To do - Your answer should be each line of the entries that contains the word "scale", copied in full.

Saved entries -
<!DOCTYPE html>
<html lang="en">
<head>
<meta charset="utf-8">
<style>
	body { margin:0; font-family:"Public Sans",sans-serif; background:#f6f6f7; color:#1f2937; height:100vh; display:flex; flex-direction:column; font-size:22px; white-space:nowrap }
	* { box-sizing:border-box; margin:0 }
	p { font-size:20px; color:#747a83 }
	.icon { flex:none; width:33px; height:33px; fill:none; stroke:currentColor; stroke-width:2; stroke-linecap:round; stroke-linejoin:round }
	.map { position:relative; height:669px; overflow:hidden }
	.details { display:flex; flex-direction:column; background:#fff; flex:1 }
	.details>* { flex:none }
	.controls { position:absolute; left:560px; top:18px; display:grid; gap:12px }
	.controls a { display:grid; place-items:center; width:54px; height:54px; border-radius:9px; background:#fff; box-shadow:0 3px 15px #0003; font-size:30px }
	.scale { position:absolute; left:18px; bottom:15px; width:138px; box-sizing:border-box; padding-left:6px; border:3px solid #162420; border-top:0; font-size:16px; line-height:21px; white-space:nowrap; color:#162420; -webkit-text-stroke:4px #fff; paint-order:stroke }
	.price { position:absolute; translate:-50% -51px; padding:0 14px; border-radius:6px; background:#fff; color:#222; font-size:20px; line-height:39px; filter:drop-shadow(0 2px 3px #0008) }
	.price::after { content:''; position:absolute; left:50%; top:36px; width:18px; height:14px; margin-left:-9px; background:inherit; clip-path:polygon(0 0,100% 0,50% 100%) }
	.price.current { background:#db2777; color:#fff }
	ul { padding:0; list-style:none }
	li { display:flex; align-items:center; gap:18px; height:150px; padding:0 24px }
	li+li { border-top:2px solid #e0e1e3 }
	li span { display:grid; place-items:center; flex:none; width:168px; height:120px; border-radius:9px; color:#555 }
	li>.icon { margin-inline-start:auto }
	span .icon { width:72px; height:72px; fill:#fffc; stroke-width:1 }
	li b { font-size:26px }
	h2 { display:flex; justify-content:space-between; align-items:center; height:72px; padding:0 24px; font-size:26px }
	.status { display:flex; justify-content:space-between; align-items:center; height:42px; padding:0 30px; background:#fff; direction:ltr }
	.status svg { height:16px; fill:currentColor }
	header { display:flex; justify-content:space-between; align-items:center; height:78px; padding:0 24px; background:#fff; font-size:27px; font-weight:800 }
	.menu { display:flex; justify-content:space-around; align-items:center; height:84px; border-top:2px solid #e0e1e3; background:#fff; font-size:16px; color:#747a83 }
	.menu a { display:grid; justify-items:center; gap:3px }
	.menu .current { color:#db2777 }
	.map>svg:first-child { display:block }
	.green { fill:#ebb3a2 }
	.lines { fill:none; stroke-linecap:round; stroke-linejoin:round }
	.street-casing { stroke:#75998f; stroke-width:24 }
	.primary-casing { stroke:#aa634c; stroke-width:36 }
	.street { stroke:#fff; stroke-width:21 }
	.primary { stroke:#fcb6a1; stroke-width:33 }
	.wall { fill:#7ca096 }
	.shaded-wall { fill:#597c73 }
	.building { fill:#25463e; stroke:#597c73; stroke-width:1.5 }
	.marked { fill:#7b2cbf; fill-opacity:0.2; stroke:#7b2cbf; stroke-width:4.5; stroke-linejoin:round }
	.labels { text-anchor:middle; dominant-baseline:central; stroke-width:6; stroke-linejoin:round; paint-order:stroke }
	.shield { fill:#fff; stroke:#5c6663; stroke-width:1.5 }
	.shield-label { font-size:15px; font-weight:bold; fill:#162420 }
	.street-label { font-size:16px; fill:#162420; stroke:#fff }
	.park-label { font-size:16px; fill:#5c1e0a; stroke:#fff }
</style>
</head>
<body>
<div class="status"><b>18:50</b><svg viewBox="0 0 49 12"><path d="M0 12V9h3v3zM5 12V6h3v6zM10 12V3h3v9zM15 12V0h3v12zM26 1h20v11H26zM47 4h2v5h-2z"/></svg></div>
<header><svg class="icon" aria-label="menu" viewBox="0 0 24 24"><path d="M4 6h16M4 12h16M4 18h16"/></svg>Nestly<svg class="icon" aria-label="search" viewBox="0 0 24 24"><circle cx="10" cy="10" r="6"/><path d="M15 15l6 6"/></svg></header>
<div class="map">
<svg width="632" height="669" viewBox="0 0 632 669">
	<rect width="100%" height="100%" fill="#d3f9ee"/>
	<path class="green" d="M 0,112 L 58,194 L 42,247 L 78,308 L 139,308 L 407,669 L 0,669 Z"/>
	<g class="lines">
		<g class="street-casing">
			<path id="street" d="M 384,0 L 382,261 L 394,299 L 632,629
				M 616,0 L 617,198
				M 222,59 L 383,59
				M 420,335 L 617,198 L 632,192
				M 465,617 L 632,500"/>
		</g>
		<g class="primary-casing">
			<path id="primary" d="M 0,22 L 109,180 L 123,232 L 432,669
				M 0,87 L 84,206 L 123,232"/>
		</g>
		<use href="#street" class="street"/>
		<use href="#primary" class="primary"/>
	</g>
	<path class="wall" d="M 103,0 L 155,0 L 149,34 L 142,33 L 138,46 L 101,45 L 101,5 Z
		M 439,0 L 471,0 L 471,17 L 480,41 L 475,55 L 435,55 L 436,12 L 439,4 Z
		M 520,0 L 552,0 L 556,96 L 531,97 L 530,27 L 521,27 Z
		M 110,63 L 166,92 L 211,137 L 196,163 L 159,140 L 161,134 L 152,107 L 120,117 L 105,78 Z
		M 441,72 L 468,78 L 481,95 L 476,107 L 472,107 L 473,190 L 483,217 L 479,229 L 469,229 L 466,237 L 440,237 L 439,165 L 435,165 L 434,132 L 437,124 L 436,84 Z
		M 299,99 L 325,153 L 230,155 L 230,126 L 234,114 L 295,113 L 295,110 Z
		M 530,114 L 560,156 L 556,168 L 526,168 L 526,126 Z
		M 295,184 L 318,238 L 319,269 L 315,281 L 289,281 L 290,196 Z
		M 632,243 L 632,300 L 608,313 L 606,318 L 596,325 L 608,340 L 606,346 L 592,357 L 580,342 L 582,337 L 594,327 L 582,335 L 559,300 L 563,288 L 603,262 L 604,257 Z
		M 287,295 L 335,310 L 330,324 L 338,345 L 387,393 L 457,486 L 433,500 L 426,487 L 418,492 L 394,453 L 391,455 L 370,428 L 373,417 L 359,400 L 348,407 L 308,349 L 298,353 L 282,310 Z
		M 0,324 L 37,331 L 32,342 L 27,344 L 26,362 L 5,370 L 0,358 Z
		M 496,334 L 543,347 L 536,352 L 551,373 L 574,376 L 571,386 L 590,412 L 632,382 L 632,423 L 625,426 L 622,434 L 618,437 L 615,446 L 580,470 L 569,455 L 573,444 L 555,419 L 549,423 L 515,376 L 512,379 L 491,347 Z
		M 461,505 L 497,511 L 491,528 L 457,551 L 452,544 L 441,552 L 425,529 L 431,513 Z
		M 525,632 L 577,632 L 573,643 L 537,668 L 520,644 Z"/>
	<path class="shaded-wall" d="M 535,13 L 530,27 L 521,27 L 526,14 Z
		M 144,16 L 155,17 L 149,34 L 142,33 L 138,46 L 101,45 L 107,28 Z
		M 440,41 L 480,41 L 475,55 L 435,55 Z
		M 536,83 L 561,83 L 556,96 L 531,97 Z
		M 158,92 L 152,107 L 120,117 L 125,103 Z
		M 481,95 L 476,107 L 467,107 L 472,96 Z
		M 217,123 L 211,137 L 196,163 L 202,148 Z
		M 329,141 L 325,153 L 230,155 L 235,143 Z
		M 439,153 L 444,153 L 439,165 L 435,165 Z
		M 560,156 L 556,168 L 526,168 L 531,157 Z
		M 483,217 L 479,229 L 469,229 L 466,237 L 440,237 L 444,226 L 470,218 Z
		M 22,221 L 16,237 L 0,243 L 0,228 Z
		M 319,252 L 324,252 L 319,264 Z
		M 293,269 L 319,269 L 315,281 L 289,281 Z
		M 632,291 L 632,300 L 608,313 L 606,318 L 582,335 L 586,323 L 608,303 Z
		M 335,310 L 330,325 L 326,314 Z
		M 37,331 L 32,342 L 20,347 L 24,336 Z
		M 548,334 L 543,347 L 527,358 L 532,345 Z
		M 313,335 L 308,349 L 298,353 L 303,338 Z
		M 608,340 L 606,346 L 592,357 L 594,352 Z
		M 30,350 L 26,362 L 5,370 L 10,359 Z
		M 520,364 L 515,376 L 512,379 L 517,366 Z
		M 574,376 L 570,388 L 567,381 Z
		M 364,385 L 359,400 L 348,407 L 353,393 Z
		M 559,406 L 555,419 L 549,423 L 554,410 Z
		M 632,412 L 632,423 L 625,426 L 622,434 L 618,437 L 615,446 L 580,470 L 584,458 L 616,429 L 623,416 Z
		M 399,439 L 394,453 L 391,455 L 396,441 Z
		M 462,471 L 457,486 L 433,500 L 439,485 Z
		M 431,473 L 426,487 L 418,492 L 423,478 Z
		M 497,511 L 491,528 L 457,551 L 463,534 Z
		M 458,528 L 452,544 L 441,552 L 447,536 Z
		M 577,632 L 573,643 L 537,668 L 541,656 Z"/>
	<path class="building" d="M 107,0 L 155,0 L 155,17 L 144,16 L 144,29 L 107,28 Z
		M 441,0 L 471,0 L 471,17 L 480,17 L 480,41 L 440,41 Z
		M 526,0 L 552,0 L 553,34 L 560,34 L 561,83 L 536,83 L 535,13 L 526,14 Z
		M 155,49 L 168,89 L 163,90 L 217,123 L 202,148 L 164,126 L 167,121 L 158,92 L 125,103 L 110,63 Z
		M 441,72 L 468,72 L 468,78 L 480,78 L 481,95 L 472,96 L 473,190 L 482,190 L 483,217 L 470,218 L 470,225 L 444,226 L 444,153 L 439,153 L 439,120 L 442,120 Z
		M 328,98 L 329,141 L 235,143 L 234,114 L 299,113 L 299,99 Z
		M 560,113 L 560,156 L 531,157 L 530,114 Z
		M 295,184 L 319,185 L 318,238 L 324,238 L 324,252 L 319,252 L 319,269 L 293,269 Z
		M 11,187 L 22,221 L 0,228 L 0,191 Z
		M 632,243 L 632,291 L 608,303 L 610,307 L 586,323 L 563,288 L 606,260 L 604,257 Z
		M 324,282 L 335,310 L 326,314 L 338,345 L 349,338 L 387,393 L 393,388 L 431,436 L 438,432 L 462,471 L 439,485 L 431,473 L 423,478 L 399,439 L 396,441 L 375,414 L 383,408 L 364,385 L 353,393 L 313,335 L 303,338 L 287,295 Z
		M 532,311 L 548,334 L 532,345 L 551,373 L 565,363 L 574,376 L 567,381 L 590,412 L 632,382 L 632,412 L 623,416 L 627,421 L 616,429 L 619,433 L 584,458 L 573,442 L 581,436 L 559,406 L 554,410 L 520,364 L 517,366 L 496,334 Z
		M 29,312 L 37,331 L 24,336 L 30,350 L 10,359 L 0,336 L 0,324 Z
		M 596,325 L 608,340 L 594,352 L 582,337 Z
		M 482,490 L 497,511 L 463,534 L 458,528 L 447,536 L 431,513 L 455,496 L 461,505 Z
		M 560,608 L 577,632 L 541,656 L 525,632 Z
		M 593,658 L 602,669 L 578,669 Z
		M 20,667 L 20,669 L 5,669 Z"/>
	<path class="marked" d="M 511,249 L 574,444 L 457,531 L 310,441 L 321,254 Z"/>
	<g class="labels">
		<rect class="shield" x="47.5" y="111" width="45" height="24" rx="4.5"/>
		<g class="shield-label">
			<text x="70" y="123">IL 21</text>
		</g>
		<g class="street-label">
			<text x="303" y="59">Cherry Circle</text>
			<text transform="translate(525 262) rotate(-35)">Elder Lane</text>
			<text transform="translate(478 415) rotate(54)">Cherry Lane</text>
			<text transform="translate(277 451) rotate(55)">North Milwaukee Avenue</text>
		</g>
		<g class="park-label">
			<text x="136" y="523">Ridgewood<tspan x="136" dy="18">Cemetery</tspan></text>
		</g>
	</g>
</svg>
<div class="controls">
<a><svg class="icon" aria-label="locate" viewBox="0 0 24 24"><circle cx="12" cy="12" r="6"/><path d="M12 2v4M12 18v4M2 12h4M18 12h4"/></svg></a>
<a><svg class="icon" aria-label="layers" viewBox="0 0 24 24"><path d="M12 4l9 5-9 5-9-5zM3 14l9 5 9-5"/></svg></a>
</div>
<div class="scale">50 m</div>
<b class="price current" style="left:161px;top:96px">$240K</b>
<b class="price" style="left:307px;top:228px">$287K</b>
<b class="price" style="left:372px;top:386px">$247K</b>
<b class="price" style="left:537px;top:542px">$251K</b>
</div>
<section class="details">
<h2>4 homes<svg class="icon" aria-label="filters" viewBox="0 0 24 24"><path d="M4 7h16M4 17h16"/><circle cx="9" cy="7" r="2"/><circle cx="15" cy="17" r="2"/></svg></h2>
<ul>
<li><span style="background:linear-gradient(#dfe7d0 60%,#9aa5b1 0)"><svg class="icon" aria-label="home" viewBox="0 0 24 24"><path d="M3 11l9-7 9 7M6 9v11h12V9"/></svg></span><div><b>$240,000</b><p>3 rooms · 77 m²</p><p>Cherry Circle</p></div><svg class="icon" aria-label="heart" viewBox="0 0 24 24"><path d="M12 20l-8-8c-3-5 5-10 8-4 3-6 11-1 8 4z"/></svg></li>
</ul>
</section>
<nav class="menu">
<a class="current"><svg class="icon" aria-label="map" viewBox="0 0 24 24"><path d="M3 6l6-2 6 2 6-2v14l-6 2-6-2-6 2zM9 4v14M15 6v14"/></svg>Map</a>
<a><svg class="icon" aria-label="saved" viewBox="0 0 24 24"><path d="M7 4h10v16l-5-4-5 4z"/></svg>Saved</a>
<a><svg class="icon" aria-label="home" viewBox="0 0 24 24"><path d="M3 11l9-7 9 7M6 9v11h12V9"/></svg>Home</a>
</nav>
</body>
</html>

Result -
	.scale { position:absolute; left:18px; bottom:15px; width:138px; box-sizing:border-box; padding-left:6px; border:3px solid #162420; border-top:0; font-size:16px; line-height:21px; white-space:nowrap; color:#162420; -webkit-text-stroke:4px #fff; paint-order:stroke }
<div class="scale">50 m</div>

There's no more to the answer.